I heard it a lot when I was younger – usually from unsympathetic adults, as I draped myself over the couch in the middle of one of those summer breaks that seemed to last a billion years, complaining I was bored. In reality, I was only off school for six weeks and if I could figure out how to make time go that slowly for my holidays now, you’d never hear a peep from me about it.
“Only boring people get bored!”
“Use your imagination!”
“Make your own fun!”
I always thought it was a dumb thing to say. If I knew how to make my own fun, wouldn’t I be doing that, instead of aimlessly whining in the living room? I supposed I was ultimately capable of entertaining myself, having done it plenty of times in the past as the youngest of three siblings who were often keen to do their own thing. But at the moment of complaint, I was running low on ideas. I needed a prompt! Some ideas. A little push in the direction of the kind of fun I should be making.
Eventually, I’d poke around in my room and figure something out.

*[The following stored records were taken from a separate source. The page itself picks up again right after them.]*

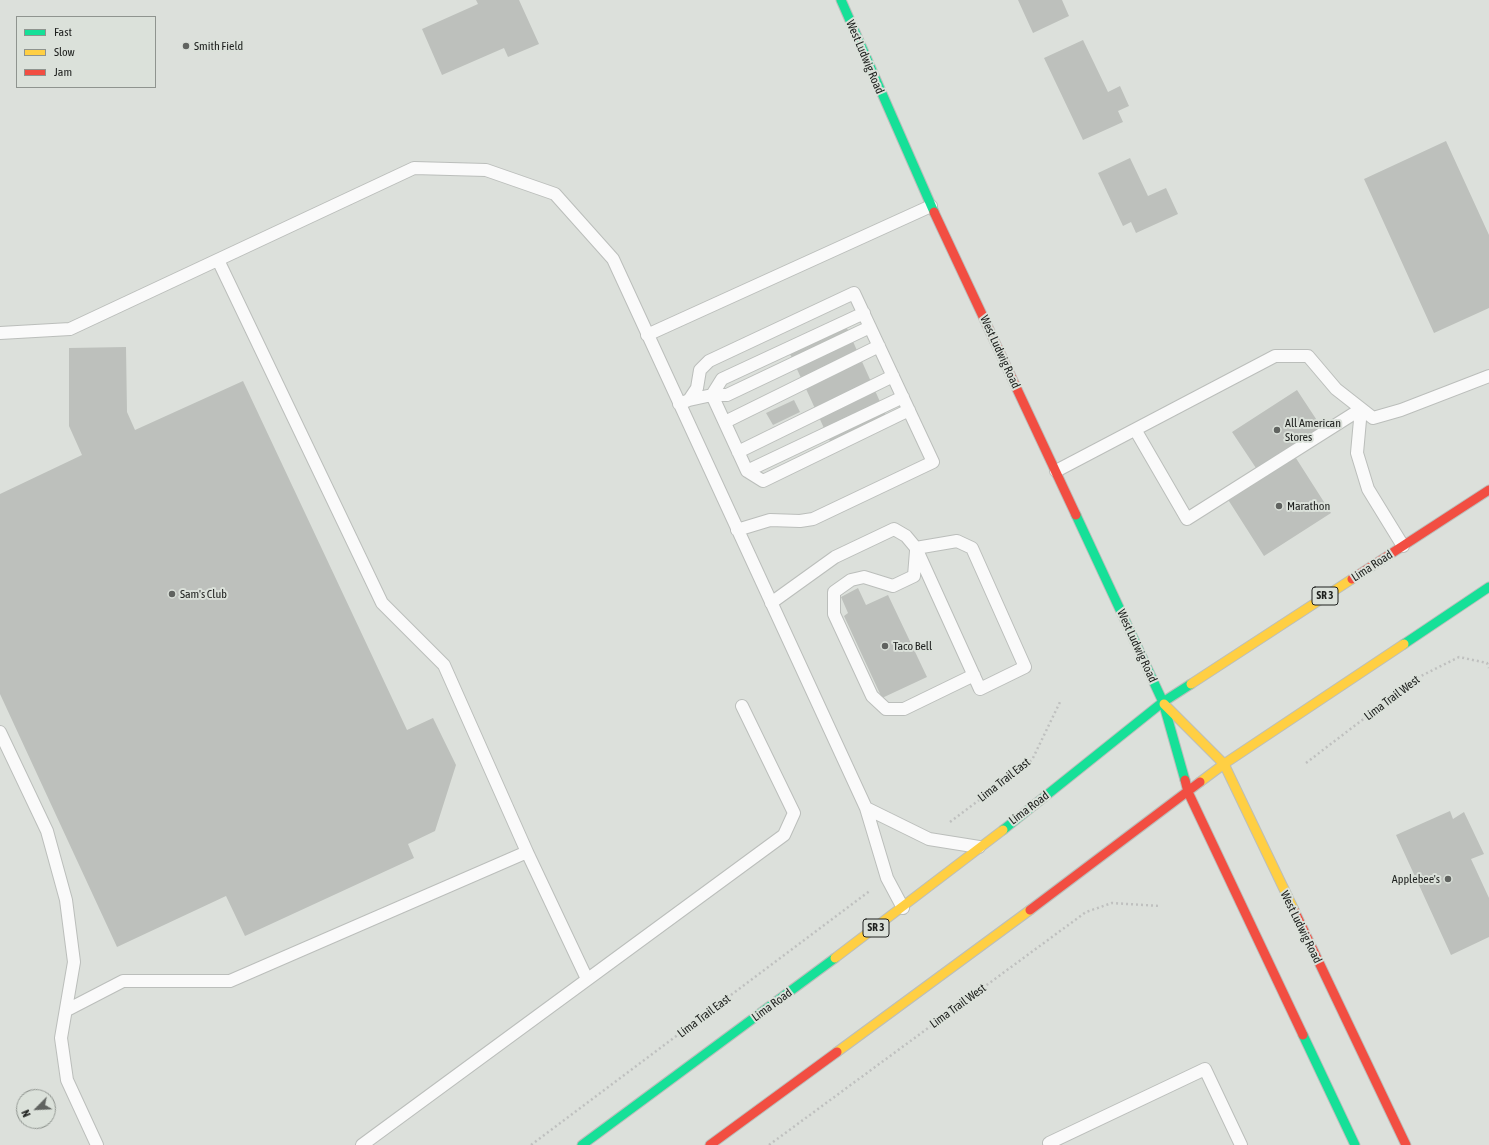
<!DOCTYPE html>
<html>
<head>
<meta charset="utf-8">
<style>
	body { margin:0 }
	#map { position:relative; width:1489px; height:1145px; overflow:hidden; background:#dce0db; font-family:"Asap Condensed",sans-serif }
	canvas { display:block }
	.legend { position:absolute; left:16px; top:16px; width:140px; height:72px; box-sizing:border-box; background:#dbe1da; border:1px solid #8f948f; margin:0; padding:5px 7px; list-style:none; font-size:12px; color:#1e201e }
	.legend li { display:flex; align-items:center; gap:8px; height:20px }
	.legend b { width:20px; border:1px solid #8f948f }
	.north { position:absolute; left:16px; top:1089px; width:40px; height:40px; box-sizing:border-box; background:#dbe1da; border:1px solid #8f948f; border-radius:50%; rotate:246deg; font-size:11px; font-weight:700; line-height:16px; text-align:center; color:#1e201e }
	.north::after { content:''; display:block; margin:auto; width:14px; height:18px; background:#606360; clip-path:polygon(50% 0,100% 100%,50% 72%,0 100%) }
</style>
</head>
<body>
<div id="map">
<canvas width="1489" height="1145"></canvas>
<ul class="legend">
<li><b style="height:5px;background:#16e098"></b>Fast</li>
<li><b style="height:5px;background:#ffcf43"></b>Slow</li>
<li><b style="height:5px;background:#f24e42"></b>Jam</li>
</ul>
<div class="north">N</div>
</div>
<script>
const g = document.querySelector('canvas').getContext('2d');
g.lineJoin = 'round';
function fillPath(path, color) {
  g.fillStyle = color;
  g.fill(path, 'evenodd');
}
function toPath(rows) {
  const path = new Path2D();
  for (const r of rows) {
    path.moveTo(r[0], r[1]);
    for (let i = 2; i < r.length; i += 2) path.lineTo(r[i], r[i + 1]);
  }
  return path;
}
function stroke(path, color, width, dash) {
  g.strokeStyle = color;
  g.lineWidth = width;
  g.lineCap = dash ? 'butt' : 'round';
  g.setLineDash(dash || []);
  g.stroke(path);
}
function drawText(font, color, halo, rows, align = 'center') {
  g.font = font + ' "Asap Condensed",sans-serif';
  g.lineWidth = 4;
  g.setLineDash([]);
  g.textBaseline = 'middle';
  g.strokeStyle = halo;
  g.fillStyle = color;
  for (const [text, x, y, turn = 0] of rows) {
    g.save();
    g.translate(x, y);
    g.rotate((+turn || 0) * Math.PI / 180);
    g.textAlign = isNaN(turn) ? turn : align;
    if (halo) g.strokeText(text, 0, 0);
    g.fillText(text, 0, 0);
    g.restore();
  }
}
fillPath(toPath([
	[476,0,519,0,539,44,508,57,504,48,442,75,422,29,478,4],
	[1018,0,1062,0,1069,16,1033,33],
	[1083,40,1108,92,1120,86,1129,106,1118,111,1123,122,1083,140,1044,58],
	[1446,141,1489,235,1489,308,1434,333,1364,179],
	[1130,158,1148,196,1166,188,1178,214,1136,233,1131,222,1123,226,1098,173],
	[842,317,890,424,834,450,785,343],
	[126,347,127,412,135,430,243,381,407,730,433,718,456,765,435,831,408,844,414,858,245,936,226,896,117,947,0,694,0,494,82,455,69,426,69,348],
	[1297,390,1322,428,1258,471,1232,432],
	[794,400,800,412,773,425,766,413],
	[1294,455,1331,513,1264,556,1227,498],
	[858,588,866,605,888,595,927,677,882,698,844,616,848,613,841,597],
	[1450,811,1453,819,1464,812,1484,854,1471,859,1489,898,1489,937,1451,955,1396,835]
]), '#bdc0bc');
const lane = toPath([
	[0,333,70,329,414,168,486,170,555,194,613,259,866,808,887,878,903,908],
	[647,335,931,206],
	[712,395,722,379,864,313],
	[712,395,727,395,870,327],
	[689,400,712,395,747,471,763,481,909,410],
	[679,404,689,400,697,388,700,370,709,361,854,293,933,462,813,519,800,521,770,520,737,530],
	[1361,409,1357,453,1368,489,1403,546],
	[725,422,879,346],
	[1136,431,1187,519,1361,409],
	[738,452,893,376],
	[747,471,903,397],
	[1056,471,1275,356,1308,356,1336,389,1373,418,1401,410,1489,376],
	[916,551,914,576,893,586,864,577,851,580,834,592,834,614,872,696,886,709,904,709,974,675],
	[771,603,835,557,894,529,906,536,916,548,957,541,972,548,1025,667,980,689,916,548],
	[0,732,47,831,66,900,74,962,61,1038,67,1080,97,1145],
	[866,808,929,839,979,847],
	[527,852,587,979],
	[67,1010,123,981,230,981,527,852,444,665,382,603,218,260],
	[362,1145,784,835,794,813,742,706],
	[1050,1145,1049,1143,1205,1069,1241,1145]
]);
const fast = toPath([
	[841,0,934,212],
	[1076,515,1163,702,1185,780],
	[1404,644,1489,587],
	[1003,830,1163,702,1191,684],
	[1303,1035,1355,1145],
	[582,1145,835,958]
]);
const slow = toPath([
	[1191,684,1352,579],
	[1164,704,1224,764,1294,910],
	[1200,782,1224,764,1404,644],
	[835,958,1003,830],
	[837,1052,1030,910]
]);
const jam = toPath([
	[934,212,1076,515],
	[1352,579,1489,490],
	[1185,780,1188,792,1303,1035],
	[1030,910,1200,782],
	[1294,910,1406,1145],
	[710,1145,837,1052]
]);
stroke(lane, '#bbbebb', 14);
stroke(fast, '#bbbebb', 11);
stroke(slow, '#bbbebb', 11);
stroke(jam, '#bbbebb', 11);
stroke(toPath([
	[1306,763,1417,678,1459,657,1487,663,1489,668],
	[950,822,1032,760,1060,702],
	[531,1145,871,890],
	[769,1145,1086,912,1112,903,1160,906]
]), '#bfc0bf', 2.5, [2, 3]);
stroke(lane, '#fafafa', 12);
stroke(fast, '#16e098', 9);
stroke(slow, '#ffcf43', 9);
stroke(jam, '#f24e42', 9);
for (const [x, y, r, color] of [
	[186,46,4,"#606360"],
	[1277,430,4,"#606360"],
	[1279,506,4,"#606360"],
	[172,594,4,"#606360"],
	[885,646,4,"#606360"],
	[1448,879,4,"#606360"]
]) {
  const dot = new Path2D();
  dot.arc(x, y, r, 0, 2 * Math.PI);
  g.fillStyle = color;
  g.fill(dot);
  stroke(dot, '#dbe1da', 1.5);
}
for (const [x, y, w] of [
	[1325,596,26],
	[876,928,26]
]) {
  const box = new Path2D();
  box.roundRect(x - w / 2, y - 9, w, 18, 3);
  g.fillStyle = '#dbe1da';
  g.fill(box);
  stroke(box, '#1e201e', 1);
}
drawText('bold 11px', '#1e201e', null, [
	["SR 3",1325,596],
	["SR 3",876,928]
]);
drawText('12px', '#1e201e', '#dbe1da', [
	["Smith Field",194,46],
	["All American",1285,423],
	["Stores",1285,437],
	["Marathon",1287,506],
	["Sam's Club",180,594],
	["Taco Bell",893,646],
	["Applebee's",1440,879,"right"]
], 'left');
drawText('12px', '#1e201e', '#dbe1da', [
	["West Ludwig Road",865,57,67],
	["West Ludwig Road",1000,352,65],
	["Lima Road",1372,566,-33],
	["West Ludwig Road",1137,646,65],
	["Lima Trail West",1392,698,-37],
	["Lima Trail East",1004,780,-38],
	["Lima Road",1029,808,-37],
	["West Ludwig Road",1301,927,64],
	["Lima Road",772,1005,-36],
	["Lima Trail West",958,1006,-36],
	["Lima Trail East",704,1016,-37]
]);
</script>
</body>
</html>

Maybe I’d read, watch Labyrinth for the 7000th time, or use my Sylvania Family figurines to passive-aggressively act out the story of an orphan who finds a new, rich family to adopt her. But it was sometimes hard to come up with something new and interesting.
As an adult, making your own fun seems simpler. You usually have more money than you did as a child, and you can readily access things that help create fun, like alcohol and rich desserts. And if you spend most of your time at work or looking after children, the bar gets lowered for what is considered “fun”. I know people who’d happily settle for a long shower or being able to use the bathroom with no interruptions (paging Amber).

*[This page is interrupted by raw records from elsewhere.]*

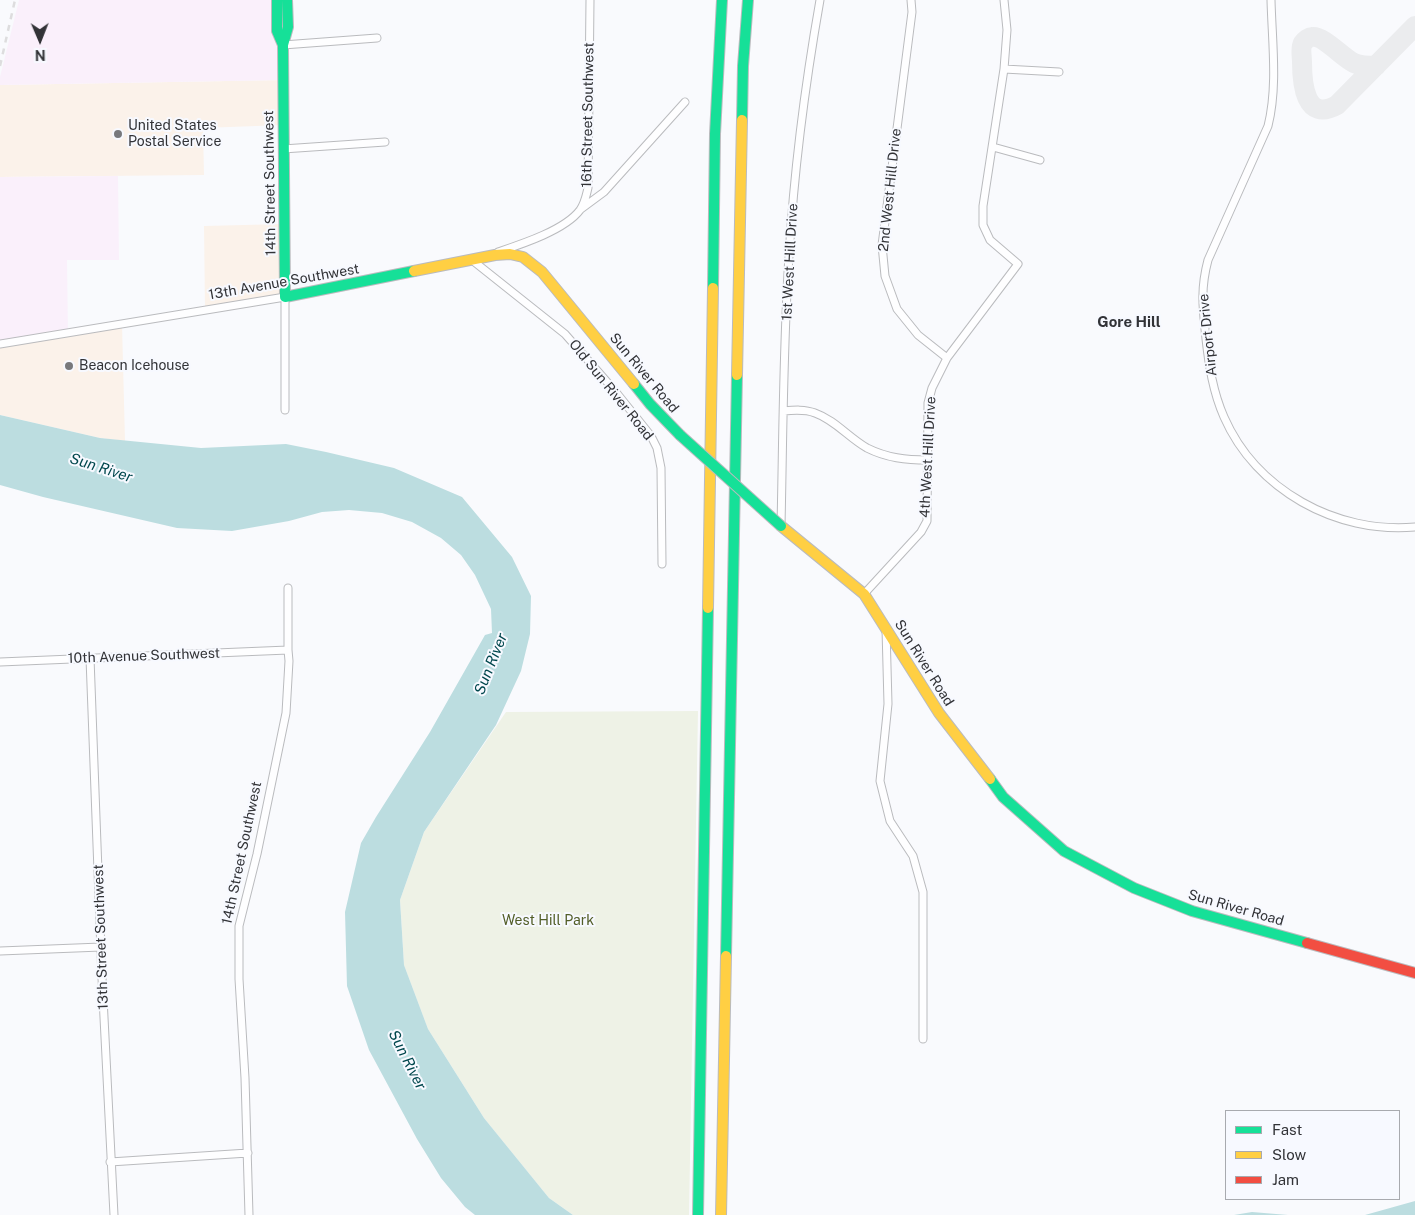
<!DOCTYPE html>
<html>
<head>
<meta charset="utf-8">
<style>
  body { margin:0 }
  #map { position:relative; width:1415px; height:1215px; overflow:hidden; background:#f9fafd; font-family:"Public Sans",sans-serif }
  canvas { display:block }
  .legend { position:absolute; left:1225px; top:1110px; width:175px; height:90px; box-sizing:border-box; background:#f7f9ff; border:1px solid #a8aaaf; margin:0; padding:6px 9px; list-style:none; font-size:15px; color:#323337 }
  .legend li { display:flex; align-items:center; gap:10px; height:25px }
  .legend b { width:25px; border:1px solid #a8aaaf }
  .north { position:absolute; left:15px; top:15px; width:50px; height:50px; -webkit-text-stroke:4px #f7f9ff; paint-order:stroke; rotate:179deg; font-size:14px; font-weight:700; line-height:20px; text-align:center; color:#323337 }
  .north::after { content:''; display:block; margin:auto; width:18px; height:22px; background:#323337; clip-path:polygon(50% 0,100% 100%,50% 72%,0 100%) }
</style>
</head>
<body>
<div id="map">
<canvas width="1415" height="1215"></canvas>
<ul class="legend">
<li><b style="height:6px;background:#16e098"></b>Fast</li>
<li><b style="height:6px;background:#ffcf43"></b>Slow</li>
<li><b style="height:6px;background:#f24e42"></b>Jam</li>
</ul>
<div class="north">N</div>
</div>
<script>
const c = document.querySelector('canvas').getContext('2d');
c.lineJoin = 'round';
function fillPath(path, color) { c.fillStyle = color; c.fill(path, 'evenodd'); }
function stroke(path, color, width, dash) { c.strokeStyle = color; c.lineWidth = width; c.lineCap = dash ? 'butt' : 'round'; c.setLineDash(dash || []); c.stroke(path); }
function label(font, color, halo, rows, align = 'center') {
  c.font = font + ' "Public Sans",sans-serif'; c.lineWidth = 4; c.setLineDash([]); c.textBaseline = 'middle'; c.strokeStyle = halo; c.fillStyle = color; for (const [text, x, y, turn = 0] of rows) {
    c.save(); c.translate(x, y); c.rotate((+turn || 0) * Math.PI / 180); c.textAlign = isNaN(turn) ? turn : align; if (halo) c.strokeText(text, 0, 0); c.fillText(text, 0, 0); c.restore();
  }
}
const commercial = new Path2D(`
  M283,80V125L203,128L204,175L0,177V85Z
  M284,224L285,297L205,310L204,226Z
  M122,324L125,441L100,438L0,415V344Z`);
const industrial = new Path2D(`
  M19,0H277L283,80L0,85V77Z
  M118,176L119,260H67L68,334L0,344V177Z`);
const green = new Path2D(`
  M698,711L689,1215H573L549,1198L484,1118L428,1029L404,965L400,900L424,832L506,712Z`);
const water = new Path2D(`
  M0,415L100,438L201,448L286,444L326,452L394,468L462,497L512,557L531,596L530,634L521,671L496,725L424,832L400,900L404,965L428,1029L484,1118L549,1198L573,1215H475L465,1207L441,1178L417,1139L369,1050L347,986L345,912L361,843L376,817L430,732L485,635L492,633L491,609L475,575L461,555L441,538L412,522L382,513L349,510L322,512L289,521L232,531L177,528L43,497L0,485Z
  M1415,1201V1215H1365Z
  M1252,1212L1288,1215H1234Z`);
const taxiway = new Path2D(`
  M1376,66C1369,66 1361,66 1354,63C1343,58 1323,35 1312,37C1309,37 1305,40 1303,43C1300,48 1302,56 1302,62C1302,83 1305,123 1337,105L1415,26`);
const street = new Path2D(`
  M911,0L912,12L882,245L885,276L897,309L918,335L947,358
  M1271,0C1272,41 1278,86 1268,126L1208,260C1200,290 1203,309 1206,339C1209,366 1213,392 1224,417C1256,490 1336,534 1415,527
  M283,45L377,38
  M1004,69L1059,72
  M993,147L1040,160
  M283,149L385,142
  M581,209L604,192L685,102
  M498,252C522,244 565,230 580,210C585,203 586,196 588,188L590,0
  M472,260L565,334L615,391L651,436L657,448L661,468L662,564
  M0,344L285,297V410
  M784,411C794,410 805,409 815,413C835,420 849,438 867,448C887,458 906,460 928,460
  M781,526C783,437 783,346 789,256C794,170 805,85 820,0
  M864,594L921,532L927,521L928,403L932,388L947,358L1018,264L990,240L983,225V206L1004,69L1007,30L1004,0
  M886,629L888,704L880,781L890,821L913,856L923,892V1039
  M90,658L102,978L114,1215
  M0,662L288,650
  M0,951L101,947
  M110,1162L248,1153
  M249,1215L245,1078L239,979V926L257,854L286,713L289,661L288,650V588`);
const fast = new Path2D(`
  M277,0V31L283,45
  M287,0L288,27L283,45L285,297L414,271
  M742,120L743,66L748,0
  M713,288L715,134L722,0
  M634,384L650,404L680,435
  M990,779L1003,797L1064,851L1134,888L1192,911L1307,943
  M726,956L737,375
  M698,1215L708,608`);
const slow = new Path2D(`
  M414,271L495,255L510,254L523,257L542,272L634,384
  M737,375L742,120
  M781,526L864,594L939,713L990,779
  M708,608L713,288
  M721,1215L726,956`);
const jam = new Path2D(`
  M1307,943L1415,973`);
const rail = new Path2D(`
  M0,66L15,0`);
const fastBridge = new Path2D(`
  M680,435L781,526`);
const markers = [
  [118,134,5,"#78797c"],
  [69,366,5,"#78797c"]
];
const streetNames = [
  ["16th Street Southwest",588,115,-89],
  ["14th Street Southwest",270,183,-91],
  ["2nd West Hill Drive",890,190,-84],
  ["1st West Hill Drive",790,262,-87],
  ["13th Avenue Southwest",284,282,-10],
  ["Airport Drive",1208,335,-96],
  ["Sun River Road",644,373,50],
  ["Old Sun River Road",611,390,51],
  ["4th West Hill Drive",928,457,-87],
  ["10th Avenue Southwest",144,656,-2],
  ["Sun River Road",924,663,58],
  ["14th Street Southwest",242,853,-78],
  ["Sun River Road",1236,908,16],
  ["13th Street Southwest",101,937,-92]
];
const poiNames = [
  ["United States",128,126],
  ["Postal Service",128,142],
  ["Beacon Icehouse",79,366]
];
const parkNames = [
  ["West Hill Park",548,921]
];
const neighbourhoodNames = [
  ["Gore Hill",1129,322]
];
const waterNames = [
  ["Sun River",101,468,18],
  ["Sun River",491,664,-68],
  ["Sun River",407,1060,63]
];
fillPath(commercial, '#fbf2ea');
fillPath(industrial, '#faf0fb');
fillPath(green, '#eef2e6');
fillPath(water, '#bcdde0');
stroke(taxiway, '#ebecee', 20);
stroke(street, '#babbbe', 9);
stroke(fast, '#babbbe', 12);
stroke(slow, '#babbbe', 12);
stroke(jam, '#babbbe', 12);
stroke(street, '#fefeff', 7);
stroke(fast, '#16e098', 10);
stroke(slow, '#ffcf43', 10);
stroke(jam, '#f24e42', 10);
stroke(rail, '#ddddde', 2.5, [6, 6]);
stroke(fastBridge, '#babbbe', 12, []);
stroke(fastBridge, '#16e098', 10);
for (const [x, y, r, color] of markers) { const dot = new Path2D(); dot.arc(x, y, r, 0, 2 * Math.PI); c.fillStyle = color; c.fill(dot); stroke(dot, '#f7f9ff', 2); }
label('14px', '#323337', '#f7f9ff', streetNames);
label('14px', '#323337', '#f7f9ff', poiNames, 'left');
label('14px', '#525e27', '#f7f9ff', parkNames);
label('bold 15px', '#323337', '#f7f9ff', neighbourhoodNames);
label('italic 15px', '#00474d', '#f7f9ff', waterNames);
</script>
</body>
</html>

But it’s also easy to get in a rut. If your leisure time is limited to what you can squeeze in between adult responsibilities and sleeping, you might settle for the path of least resistance that is Netflix and a glass of wine, night after night after night. At which point, it can become a little stale. At the tail end of what’s been a long, cold winter in the Southern Hemisphere, I’ve found myself needing to figure out how to make my own fun all over again.
I’ve realised it’s called “making your own fun” because it requires action. The older you get, and the busier your life and the lives of your friends get, the less likely it is that fun will spontaneously happen. You’ve often got to do boring organisational stuff, like think up some ideas of things you’d like to do, confirm some details, and actually get in touch with people to do it with. I’ve even gone so far as to make up a list of things I want to do, but I’d be lying if I said this was boring, because I’m a super dork who loooooves making lists.
Part of it is taking the initiative to make fun happen, but it’s also important to put yourself in the frame of mind of wanting to change things up. Go out on a Tuesday night! Go for a walk instead of going for brunch! Go to a concert instead of going for a walk! Go to the beach instead of going to a concert! Now I’ve been trying to do new things for a couple of weeks, I’m finding ideas are starting to come a little easier, and I’m more amenable to breaking the routine. Turns out fun is something you have to practice at, which is a bit of advice that might have perked up the end of my childhood summers a little. It certainly seems to be working pretty well for now.